======== SUPPLIED DATA ========
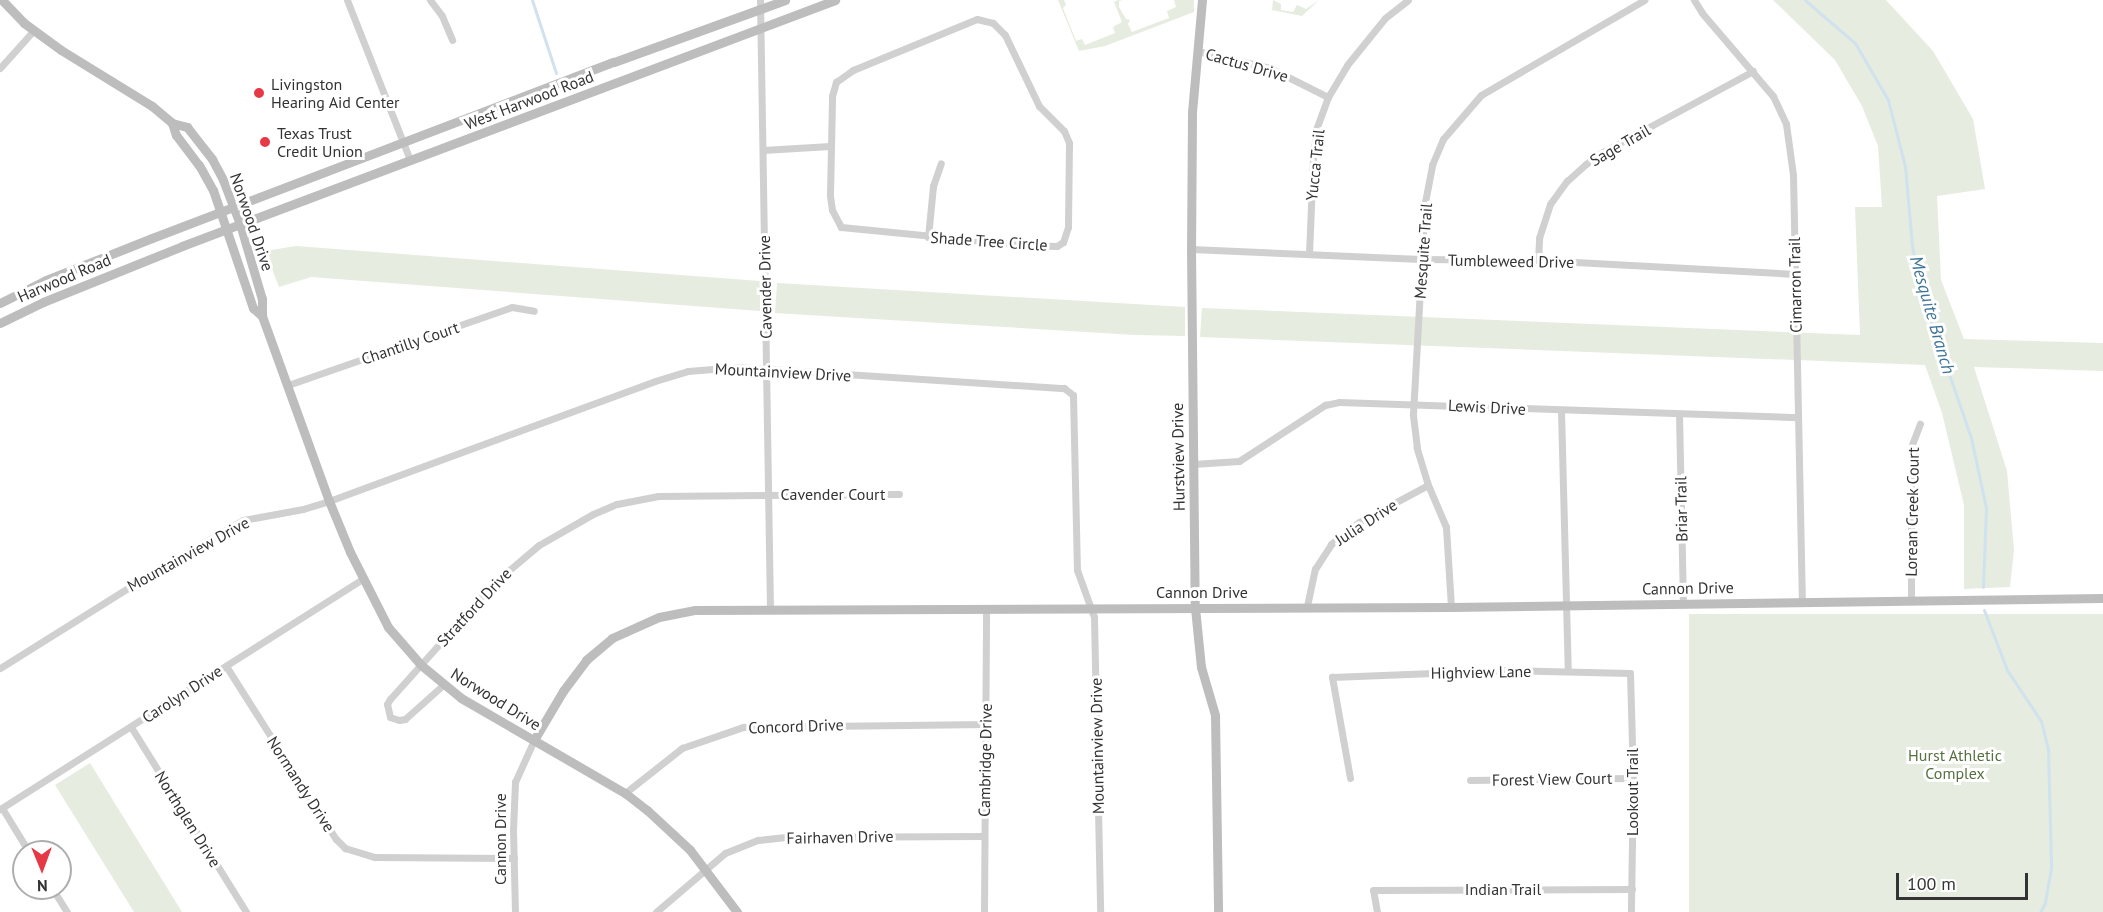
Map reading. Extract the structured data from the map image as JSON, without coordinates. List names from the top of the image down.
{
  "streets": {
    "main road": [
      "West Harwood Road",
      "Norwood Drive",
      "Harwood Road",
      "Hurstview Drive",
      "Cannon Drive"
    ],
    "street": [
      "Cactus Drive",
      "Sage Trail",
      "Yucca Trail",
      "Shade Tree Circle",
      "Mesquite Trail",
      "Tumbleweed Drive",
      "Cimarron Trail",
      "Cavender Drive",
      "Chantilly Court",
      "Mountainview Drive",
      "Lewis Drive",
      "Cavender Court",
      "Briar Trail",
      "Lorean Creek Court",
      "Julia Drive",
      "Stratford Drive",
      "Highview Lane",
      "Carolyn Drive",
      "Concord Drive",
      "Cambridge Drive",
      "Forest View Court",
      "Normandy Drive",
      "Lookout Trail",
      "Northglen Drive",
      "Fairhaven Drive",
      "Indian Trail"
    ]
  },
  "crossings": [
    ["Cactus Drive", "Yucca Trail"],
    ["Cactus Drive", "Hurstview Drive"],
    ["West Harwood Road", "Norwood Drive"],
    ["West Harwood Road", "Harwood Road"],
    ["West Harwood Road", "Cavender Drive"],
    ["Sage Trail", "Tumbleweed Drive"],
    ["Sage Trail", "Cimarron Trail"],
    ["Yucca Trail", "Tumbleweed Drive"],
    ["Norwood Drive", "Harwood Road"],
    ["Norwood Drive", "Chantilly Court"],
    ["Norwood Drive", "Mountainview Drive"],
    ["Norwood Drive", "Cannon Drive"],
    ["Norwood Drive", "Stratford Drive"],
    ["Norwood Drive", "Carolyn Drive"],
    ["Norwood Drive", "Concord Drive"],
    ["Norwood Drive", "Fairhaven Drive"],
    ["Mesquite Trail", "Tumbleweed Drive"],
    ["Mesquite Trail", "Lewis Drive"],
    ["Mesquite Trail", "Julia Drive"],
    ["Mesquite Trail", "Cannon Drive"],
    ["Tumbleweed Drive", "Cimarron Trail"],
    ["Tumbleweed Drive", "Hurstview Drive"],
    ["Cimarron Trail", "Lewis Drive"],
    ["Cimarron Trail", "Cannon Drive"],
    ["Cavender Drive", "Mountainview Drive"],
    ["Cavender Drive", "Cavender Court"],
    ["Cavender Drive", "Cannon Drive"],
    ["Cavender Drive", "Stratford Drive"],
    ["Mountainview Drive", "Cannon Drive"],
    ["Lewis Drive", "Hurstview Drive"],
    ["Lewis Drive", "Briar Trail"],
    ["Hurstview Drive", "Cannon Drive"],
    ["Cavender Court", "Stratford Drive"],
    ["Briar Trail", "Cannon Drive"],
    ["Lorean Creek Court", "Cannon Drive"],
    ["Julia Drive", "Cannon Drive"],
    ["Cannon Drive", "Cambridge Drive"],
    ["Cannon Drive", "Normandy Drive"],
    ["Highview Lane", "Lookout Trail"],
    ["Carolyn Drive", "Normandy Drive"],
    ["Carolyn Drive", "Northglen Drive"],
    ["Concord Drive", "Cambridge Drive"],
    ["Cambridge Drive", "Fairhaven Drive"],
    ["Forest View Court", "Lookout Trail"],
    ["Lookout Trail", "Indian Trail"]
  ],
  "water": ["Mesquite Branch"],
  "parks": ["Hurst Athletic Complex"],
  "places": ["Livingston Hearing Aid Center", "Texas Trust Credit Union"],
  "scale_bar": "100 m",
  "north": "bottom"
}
========
PROMPT: The listing above is to be retyped word for word, with the pictures omitted.

TASK ANSWER:
Map reading. Extract the structured data from the map image as JSON, without coordinates. List names from the top of the image down.
{
  "streets": {
    "main road": [
      "West Harwood Road",
      "Norwood Drive",
      "Harwood Road",
      "Hurstview Drive",
      "Cannon Drive"
    ],
    "street": [
      "Cactus Drive",
      "Sage Trail",
      "Yucca Trail",
      "Shade Tree Circle",
      "Mesquite Trail",
      "Tumbleweed Drive",
      "Cimarron Trail",
      "Cavender Drive",
      "Chantilly Court",
      "Mountainview Drive",
      "Lewis Drive",
      "Cavender Court",
      "Briar Trail",
      "Lorean Creek Court",
      "Julia Drive",
      "Stratford Drive",
      "Highview Lane",
      "Carolyn Drive",
      "Concord Drive",
      "Cambridge Drive",
      "Forest View Court",
      "Normandy Drive",
      "Lookout Trail",
      "Northglen Drive",
      "Fairhaven Drive",
      "Indian Trail"
    ]
  },
  "crossings": [
    ["Cactus Drive", "Yucca Trail"],
    ["Cactus Drive", "Hurstview Drive"],
    ["West Harwood Road", "Norwood Drive"],
    ["West Harwood Road", "Harwood Road"],
    ["West Harwood Road", "Cavender Drive"],
    ["Sage Trail", "Tumbleweed Drive"],
    ["Sage Trail", "Cimarron Trail"],
    ["Yucca Trail", "Tumbleweed Drive"],
    ["Norwood Drive", "Harwood Road"],
    ["Norwood Drive", "Chantilly Court"],
    ["Norwood Drive", "Mountainview Drive"],
    ["Norwood Drive", "Cannon Drive"],
    ["Norwood Drive", "Stratford Drive"],
    ["Norwood Drive", "Carolyn Drive"],
    ["Norwood Drive", "Concord Drive"],
    ["Norwood Drive", "Fairhaven Drive"],
    ["Mesquite Trail", "Tumbleweed Drive"],
    ["Mesquite Trail", "Lewis Drive"],
    ["Mesquite Trail", "Julia Drive"],
    ["Mesquite Trail", "Cannon Drive"],
    ["Tumbleweed Drive", "Cimarron Trail"],
    ["Tumbleweed Drive", "Hurstview Drive"],
    ["Cimarron Trail", "Lewis Drive"],
    ["Cimarron Trail", "Cannon Drive"],
    ["Cavender Drive", "Mountainview Drive"],
    ["Cavender Drive", "Cavender Court"],
    ["Cavender Drive", "Cannon Drive"],
    ["Cavender Drive", "Stratford Drive"],
    ["Mountainview Drive", "Cannon Drive"],
    ["Lewis Drive", "Hurstview Drive"],
    ["Lewis Drive", "Briar Trail"],
    ["Hurstview Drive", "Cannon Drive"],
    ["Cavender Court", "Stratford Drive"],
    ["Briar Trail", "Cannon Drive"],
    ["Lorean Creek Court", "Cannon Drive"],
    ["Julia Drive", "Cannon Drive"],
    ["Cannon Drive", "Cambridge Drive"],
    ["Cannon Drive", "Normandy Drive"],
    ["Highview Lane", "Lookout Trail"],
    ["Carolyn Drive", "Normandy Drive"],
    ["Carolyn Drive", "Northglen Drive"],
    ["Concord Drive", "Cambridge Drive"],
    ["Cambridge Drive", "Fairhaven Drive"],
    ["Forest View Court", "Lookout Trail"],
    ["Lookout Trail", "Indian Trail"]
  ],
  "water": ["Mesquite Branch"],
  "parks": ["Hurst Athletic Complex"],
  "places": ["Livingston Hearing Aid Center", "Texas Trust Credit Union"],
  "scale_bar": "100 m",
  "north": "bottom"
}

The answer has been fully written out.